Look through the material for lines with the word "linecap", and copy each one.

--- RECORDS TO PROCESS Enclosed Below ---

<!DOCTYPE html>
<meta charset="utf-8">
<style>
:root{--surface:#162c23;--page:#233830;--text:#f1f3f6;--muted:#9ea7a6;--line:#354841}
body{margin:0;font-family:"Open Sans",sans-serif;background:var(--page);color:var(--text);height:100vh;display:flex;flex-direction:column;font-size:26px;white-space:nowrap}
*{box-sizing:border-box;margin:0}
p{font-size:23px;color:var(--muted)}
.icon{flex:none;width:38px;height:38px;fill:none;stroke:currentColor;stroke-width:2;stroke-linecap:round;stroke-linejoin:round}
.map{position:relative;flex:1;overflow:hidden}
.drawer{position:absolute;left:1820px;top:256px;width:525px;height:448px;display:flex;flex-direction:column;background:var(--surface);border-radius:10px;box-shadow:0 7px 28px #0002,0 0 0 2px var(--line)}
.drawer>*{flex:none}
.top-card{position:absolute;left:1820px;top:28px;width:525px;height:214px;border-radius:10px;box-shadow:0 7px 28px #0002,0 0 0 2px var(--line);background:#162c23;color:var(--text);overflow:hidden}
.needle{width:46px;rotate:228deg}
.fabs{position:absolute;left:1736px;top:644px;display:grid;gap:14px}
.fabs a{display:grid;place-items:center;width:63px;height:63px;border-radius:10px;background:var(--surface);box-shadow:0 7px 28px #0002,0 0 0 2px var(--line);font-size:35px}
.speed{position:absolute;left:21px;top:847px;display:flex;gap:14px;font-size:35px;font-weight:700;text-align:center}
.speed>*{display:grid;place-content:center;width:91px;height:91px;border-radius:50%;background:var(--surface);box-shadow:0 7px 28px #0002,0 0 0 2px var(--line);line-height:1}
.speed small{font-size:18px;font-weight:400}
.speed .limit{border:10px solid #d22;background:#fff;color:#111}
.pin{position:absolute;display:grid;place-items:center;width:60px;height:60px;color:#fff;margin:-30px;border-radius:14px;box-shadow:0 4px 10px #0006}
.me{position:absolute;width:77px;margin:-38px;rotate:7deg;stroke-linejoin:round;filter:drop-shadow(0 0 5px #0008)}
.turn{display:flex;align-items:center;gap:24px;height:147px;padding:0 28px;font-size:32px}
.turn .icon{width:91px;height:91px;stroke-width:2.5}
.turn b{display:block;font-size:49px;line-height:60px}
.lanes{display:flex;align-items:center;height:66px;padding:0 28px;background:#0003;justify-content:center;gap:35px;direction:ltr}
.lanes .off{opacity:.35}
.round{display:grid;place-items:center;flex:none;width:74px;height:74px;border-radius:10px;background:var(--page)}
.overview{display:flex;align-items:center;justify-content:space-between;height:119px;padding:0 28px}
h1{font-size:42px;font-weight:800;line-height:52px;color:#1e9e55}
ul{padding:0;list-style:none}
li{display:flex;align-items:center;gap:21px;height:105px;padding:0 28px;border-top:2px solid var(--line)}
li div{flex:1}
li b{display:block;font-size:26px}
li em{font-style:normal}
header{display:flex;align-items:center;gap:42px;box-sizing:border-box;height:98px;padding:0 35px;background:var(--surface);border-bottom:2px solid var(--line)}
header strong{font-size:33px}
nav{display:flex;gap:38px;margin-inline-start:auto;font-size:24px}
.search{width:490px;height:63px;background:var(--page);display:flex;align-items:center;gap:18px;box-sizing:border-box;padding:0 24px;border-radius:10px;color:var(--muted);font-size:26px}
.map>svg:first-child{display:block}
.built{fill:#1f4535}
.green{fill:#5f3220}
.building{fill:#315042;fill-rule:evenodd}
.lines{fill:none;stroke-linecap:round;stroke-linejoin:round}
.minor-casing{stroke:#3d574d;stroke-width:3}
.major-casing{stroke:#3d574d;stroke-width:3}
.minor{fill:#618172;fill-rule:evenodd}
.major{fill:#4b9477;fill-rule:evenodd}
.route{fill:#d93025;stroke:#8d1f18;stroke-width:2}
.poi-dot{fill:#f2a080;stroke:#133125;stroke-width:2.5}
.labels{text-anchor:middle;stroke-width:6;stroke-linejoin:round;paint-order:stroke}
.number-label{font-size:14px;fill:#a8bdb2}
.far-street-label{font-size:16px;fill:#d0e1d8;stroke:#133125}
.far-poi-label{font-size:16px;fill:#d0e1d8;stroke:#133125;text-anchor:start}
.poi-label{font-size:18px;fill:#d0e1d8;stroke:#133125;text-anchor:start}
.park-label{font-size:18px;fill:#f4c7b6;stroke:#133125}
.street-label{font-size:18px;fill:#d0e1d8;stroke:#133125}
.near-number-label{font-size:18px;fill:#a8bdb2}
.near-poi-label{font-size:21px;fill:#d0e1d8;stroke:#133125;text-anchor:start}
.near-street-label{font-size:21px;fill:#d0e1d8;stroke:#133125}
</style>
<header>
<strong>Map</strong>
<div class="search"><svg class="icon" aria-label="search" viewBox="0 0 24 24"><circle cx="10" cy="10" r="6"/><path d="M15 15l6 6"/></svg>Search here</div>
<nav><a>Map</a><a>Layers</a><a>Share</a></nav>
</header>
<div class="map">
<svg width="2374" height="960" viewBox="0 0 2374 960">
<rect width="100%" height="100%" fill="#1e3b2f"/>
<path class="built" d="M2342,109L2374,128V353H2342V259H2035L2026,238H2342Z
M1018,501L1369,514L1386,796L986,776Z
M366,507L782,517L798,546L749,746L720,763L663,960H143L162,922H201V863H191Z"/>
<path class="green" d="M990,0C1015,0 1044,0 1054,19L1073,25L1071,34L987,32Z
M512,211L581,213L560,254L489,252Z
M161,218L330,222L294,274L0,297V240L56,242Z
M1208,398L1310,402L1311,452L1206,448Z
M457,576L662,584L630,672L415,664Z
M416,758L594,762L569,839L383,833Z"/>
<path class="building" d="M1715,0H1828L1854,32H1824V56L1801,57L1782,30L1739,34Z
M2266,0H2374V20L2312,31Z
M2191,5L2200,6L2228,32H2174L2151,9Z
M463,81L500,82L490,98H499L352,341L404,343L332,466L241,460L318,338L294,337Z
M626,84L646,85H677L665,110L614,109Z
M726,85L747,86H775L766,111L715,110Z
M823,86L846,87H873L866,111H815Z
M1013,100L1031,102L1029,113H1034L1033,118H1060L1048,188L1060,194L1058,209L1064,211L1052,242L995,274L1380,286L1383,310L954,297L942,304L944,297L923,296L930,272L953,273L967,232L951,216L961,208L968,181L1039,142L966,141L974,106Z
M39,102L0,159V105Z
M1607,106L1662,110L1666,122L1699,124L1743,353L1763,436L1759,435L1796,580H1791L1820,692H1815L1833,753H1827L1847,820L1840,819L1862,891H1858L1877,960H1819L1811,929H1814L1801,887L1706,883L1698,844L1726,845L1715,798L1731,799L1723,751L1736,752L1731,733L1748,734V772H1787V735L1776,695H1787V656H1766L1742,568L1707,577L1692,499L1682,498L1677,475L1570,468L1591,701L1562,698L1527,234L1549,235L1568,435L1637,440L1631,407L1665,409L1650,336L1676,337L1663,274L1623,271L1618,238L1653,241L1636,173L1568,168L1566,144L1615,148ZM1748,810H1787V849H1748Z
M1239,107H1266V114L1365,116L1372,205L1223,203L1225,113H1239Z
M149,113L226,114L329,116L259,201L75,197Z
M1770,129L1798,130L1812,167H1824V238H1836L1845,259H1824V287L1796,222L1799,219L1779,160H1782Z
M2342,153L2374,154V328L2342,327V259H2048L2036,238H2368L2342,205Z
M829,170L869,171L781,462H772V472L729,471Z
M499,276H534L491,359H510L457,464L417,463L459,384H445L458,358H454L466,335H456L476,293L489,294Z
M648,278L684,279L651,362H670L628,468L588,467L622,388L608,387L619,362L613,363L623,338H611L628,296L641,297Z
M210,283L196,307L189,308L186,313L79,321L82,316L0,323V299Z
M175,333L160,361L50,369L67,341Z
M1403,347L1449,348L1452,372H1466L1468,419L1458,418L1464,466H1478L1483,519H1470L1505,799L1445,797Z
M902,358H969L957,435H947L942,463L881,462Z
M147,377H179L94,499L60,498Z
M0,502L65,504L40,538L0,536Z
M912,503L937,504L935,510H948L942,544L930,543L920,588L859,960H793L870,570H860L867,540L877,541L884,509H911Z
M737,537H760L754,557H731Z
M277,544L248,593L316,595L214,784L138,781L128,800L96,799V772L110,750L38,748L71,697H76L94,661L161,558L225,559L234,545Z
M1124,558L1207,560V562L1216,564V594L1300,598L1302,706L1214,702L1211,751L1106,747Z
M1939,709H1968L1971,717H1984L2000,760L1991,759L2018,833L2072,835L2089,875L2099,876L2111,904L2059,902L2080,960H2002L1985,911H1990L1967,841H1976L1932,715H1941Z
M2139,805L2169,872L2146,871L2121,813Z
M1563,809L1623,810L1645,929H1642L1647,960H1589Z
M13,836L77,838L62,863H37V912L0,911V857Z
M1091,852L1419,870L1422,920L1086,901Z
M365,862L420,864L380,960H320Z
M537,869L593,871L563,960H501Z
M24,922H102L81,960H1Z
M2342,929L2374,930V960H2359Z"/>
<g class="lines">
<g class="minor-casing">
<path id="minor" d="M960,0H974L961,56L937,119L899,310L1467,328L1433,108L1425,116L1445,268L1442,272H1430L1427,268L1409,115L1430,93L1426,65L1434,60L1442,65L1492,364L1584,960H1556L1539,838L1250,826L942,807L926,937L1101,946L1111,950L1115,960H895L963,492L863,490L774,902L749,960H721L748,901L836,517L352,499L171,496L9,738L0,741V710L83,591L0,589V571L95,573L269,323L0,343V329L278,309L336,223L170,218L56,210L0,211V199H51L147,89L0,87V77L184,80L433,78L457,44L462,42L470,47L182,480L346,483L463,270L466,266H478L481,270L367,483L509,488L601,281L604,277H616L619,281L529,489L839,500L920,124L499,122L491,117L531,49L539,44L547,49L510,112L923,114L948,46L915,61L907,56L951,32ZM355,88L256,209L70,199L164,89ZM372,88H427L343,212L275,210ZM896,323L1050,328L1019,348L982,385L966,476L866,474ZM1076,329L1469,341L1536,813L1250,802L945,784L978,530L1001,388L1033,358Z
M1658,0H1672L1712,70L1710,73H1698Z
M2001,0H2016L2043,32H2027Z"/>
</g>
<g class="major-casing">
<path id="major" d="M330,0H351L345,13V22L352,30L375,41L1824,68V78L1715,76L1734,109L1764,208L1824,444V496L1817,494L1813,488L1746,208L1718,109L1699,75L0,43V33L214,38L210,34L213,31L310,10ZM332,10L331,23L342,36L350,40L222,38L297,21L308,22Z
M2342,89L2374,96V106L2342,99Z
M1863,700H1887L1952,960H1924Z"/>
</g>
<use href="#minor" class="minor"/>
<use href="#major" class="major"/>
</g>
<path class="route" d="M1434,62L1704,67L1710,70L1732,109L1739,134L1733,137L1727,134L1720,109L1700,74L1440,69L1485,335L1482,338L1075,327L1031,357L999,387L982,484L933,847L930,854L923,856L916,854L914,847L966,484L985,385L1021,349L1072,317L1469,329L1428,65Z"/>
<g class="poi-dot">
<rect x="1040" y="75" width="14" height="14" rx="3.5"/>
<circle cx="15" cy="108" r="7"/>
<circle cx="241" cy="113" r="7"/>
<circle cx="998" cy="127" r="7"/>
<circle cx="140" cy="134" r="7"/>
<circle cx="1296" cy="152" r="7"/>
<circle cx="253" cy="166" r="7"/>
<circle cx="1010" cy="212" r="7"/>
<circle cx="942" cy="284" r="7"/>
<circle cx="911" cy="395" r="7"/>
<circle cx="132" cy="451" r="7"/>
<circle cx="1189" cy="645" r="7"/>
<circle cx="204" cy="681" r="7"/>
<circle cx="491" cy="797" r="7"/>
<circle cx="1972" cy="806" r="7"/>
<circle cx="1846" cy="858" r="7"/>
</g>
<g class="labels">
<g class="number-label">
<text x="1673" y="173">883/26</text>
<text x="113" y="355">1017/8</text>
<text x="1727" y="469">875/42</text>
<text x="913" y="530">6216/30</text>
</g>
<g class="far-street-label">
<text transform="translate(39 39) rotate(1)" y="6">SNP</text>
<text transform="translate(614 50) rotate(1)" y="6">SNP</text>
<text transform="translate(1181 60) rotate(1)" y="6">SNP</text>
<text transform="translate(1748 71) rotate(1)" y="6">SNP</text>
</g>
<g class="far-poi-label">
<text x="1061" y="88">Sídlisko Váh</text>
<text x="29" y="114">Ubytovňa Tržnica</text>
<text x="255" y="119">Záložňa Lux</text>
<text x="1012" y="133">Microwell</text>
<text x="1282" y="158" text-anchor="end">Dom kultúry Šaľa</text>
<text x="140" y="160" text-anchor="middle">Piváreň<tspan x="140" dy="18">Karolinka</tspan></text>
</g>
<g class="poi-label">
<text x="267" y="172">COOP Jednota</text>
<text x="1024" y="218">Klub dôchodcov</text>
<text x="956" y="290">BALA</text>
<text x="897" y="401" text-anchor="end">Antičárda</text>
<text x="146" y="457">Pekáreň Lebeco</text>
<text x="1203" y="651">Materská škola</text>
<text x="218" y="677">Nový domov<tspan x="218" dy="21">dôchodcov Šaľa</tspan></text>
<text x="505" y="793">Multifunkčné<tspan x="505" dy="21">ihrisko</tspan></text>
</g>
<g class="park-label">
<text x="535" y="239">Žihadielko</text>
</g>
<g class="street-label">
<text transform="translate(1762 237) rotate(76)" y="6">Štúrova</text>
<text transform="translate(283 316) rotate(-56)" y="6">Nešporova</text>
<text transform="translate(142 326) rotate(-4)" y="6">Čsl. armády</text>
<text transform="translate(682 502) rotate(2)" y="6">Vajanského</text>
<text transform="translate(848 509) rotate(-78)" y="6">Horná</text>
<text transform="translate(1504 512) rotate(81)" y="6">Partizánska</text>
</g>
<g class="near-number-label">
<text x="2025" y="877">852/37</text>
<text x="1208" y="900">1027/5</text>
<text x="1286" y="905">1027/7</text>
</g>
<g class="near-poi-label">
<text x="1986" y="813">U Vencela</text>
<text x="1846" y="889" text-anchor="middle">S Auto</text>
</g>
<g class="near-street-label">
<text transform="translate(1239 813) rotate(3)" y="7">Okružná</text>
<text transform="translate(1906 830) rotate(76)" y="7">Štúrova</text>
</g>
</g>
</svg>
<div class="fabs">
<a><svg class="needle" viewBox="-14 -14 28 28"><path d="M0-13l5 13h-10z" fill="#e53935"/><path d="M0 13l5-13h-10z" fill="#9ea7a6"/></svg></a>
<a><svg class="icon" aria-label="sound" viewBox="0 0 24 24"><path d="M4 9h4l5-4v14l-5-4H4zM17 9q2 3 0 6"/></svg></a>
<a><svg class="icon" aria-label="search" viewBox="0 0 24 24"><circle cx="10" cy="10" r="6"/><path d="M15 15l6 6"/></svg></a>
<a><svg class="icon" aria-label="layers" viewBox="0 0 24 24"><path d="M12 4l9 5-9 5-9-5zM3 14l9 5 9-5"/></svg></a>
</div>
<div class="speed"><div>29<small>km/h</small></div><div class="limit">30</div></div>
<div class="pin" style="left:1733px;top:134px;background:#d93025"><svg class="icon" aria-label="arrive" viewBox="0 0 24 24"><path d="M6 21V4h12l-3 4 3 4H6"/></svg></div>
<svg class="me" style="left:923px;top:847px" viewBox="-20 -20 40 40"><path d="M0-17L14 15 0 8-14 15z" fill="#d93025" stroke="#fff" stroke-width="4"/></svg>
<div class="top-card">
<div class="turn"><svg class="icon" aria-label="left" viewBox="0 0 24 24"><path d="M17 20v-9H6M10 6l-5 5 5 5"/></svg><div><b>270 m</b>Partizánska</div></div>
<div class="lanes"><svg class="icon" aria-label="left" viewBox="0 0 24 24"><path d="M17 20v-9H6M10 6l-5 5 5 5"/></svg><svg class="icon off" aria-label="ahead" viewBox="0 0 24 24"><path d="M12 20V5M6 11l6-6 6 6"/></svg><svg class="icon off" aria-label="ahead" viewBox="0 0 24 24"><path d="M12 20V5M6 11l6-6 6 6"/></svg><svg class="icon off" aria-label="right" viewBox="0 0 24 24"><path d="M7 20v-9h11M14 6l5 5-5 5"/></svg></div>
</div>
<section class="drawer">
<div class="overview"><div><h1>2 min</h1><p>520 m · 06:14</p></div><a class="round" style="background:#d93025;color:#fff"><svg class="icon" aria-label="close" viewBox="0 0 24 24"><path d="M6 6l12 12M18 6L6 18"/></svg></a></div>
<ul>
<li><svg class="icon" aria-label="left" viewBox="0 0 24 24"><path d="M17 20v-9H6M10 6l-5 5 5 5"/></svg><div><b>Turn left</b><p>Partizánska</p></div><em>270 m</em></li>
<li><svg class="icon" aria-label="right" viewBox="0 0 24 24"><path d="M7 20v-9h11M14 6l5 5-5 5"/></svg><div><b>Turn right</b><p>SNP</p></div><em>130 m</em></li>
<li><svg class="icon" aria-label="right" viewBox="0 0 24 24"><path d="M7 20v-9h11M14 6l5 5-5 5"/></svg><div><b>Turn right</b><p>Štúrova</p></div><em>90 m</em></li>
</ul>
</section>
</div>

--- End of Enclosed RECORDS TO PROCESS ---

WRITTEN ANSWER:
.icon{flex:none;width:38px;height:38px;fill:none;stroke:currentColor;stroke-width:2;stroke-linecap:round;stroke-linejoin:round}
.lines{fill:none;stroke-linecap:round;stroke-linejoin:round}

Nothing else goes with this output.